Saved entries:
**********

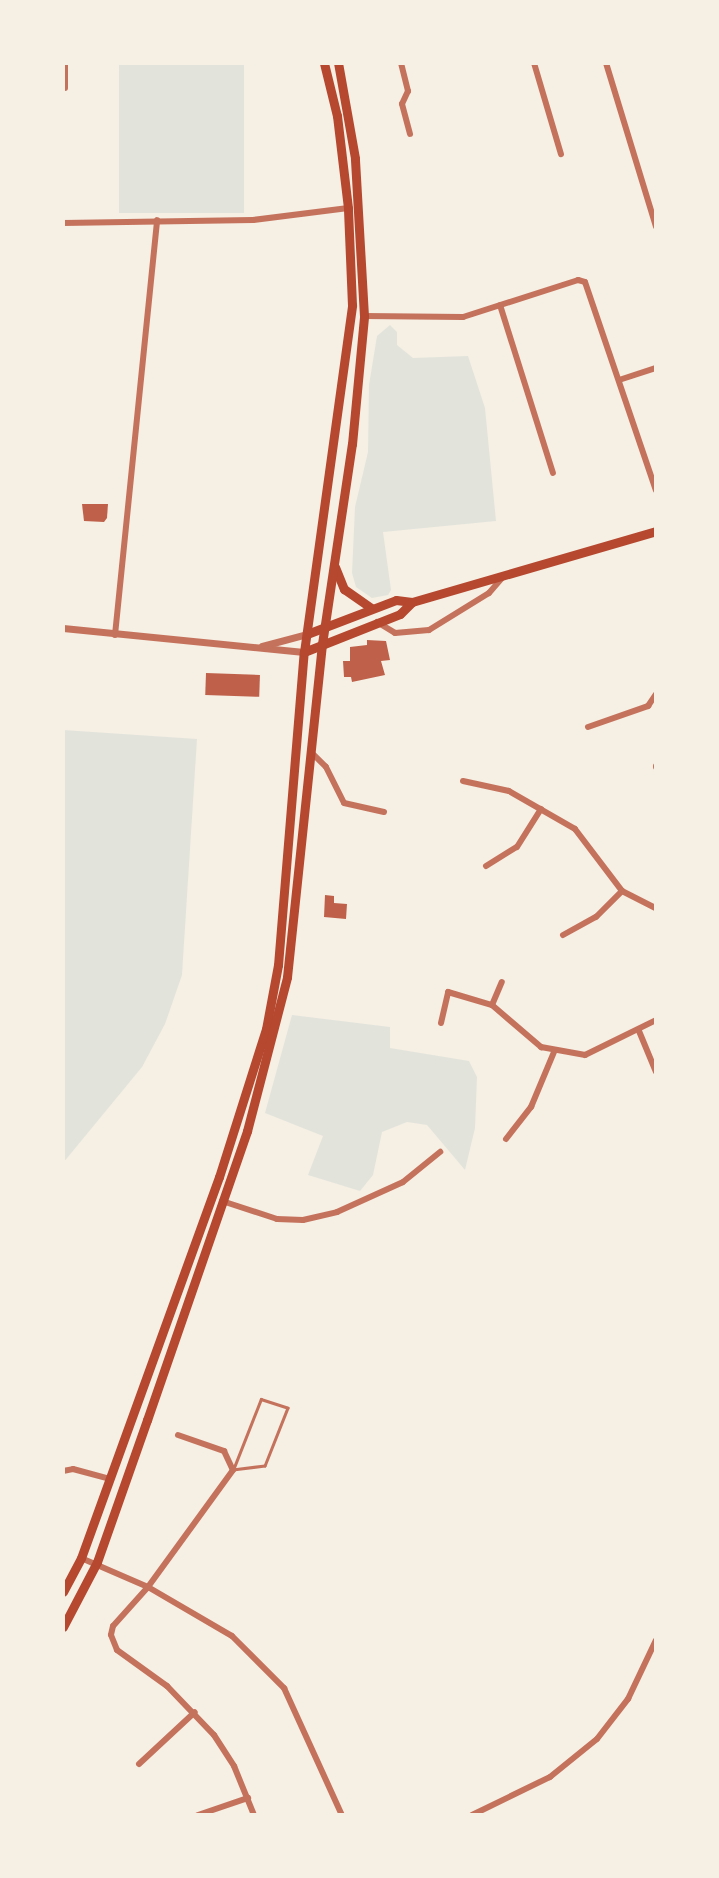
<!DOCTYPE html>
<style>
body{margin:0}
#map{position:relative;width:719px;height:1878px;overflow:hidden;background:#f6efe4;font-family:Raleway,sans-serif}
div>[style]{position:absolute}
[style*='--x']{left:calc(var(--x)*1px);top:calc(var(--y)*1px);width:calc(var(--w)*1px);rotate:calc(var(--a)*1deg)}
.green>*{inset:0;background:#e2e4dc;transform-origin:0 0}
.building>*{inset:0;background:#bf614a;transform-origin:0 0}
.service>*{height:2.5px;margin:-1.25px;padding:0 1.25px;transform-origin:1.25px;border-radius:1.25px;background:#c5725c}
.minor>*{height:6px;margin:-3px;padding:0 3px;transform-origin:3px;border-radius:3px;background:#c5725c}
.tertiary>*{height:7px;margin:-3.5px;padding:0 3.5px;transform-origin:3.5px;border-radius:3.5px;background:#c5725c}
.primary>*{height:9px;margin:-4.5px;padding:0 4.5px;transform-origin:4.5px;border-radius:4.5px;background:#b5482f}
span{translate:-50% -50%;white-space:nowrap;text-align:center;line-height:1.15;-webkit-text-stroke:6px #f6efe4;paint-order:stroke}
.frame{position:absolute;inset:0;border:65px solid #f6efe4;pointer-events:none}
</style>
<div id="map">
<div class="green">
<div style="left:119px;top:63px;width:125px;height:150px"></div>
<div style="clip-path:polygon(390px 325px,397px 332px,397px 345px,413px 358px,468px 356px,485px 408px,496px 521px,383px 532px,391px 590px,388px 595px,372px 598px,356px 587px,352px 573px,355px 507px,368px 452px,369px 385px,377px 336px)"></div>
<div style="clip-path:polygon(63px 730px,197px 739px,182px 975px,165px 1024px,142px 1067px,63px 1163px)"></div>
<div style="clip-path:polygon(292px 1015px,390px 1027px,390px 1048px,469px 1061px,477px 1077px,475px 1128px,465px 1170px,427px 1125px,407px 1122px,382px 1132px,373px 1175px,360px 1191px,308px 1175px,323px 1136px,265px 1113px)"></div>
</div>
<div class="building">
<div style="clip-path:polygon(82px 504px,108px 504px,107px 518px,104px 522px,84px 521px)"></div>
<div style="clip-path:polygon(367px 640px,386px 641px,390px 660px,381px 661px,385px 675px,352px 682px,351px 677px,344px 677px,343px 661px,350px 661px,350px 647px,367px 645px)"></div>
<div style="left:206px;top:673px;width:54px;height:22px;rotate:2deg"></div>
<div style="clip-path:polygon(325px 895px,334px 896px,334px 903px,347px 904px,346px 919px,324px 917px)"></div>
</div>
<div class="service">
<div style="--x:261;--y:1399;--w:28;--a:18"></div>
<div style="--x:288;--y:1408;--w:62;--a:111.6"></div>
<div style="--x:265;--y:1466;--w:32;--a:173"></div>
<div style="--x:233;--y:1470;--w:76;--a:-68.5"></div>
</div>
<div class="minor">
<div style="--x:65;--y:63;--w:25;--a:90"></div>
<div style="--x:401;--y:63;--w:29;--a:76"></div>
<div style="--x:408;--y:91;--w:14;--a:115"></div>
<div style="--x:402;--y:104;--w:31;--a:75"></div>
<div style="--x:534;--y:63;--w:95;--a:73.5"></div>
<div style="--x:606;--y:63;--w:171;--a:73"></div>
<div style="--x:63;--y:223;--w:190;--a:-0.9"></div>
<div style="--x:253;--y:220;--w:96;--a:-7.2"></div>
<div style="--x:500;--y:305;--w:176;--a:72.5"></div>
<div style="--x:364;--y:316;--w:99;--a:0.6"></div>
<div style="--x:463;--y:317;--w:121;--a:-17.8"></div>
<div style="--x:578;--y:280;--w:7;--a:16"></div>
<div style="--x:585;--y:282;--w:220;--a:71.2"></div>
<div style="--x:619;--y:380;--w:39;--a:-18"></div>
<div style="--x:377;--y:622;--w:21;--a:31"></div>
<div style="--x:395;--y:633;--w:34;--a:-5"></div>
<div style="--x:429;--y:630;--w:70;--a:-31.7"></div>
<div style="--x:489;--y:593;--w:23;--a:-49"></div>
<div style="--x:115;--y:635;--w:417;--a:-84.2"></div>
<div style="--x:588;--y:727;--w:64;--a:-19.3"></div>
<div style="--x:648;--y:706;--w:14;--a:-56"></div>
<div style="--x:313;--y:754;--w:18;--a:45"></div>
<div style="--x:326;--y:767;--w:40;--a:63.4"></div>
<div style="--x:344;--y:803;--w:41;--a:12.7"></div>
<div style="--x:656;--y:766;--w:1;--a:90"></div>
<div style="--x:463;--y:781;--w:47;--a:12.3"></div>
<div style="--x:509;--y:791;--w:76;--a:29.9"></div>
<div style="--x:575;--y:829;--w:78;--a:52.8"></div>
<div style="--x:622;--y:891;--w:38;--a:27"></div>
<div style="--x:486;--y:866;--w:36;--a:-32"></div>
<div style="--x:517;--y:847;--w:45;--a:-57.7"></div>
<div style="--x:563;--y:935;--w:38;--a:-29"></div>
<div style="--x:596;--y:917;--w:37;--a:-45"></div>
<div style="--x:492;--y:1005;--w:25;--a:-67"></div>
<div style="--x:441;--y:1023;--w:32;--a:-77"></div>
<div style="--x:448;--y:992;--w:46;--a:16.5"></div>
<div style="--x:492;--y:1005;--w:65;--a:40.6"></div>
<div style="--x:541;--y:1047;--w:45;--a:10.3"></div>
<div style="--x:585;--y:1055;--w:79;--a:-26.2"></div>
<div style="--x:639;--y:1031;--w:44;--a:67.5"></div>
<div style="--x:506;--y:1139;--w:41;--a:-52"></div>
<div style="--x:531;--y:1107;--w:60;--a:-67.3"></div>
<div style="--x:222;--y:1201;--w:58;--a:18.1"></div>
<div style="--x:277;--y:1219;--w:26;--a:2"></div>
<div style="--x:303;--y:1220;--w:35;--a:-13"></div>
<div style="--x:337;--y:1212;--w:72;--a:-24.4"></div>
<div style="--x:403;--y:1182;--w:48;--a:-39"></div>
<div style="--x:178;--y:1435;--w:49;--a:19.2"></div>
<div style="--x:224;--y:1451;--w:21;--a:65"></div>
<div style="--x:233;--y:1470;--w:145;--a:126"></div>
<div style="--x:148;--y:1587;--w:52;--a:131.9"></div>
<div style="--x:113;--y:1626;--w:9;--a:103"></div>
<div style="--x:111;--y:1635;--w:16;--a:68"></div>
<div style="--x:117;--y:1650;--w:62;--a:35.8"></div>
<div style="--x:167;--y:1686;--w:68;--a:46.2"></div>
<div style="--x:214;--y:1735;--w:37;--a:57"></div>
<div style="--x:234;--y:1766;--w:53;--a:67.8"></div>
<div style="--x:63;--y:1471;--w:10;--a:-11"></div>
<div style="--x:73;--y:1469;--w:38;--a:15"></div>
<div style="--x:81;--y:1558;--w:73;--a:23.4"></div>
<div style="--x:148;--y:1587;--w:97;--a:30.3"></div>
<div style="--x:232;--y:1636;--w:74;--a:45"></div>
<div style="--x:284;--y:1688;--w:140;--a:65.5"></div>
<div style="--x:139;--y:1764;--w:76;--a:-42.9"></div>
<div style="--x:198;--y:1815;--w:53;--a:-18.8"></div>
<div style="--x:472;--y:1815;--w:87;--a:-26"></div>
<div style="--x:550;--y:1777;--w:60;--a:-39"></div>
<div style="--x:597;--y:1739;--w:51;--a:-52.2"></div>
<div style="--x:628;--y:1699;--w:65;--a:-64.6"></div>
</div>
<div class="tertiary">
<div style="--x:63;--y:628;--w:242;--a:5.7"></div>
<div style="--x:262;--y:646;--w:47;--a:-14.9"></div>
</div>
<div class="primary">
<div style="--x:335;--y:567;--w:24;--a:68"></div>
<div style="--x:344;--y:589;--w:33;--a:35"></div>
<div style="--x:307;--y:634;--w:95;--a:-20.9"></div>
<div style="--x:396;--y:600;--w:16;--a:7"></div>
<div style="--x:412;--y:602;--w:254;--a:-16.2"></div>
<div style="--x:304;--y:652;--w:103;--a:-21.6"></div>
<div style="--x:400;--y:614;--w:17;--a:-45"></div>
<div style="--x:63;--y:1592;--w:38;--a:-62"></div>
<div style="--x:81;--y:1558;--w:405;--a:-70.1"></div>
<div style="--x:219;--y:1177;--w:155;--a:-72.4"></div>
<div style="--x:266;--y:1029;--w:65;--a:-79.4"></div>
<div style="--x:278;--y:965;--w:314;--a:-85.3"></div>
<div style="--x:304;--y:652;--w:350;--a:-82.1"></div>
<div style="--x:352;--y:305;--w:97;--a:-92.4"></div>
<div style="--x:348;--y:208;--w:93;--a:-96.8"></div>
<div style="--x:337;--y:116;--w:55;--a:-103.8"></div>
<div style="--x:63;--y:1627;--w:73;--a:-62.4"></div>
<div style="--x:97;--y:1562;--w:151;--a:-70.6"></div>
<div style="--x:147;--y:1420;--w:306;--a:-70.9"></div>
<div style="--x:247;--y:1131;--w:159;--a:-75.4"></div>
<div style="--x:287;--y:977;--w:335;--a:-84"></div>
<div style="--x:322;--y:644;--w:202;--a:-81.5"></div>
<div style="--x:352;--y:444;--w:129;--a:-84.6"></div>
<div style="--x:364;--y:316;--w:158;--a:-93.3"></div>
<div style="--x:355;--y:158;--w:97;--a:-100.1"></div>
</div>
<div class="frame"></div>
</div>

**********

**Task brief**
Reproduce each line of the records in which the word "green" appears.

**Solution for this exercise**
.green>*{inset:0;background:#e2e4dc;transform-origin:0 0}
<div class="green">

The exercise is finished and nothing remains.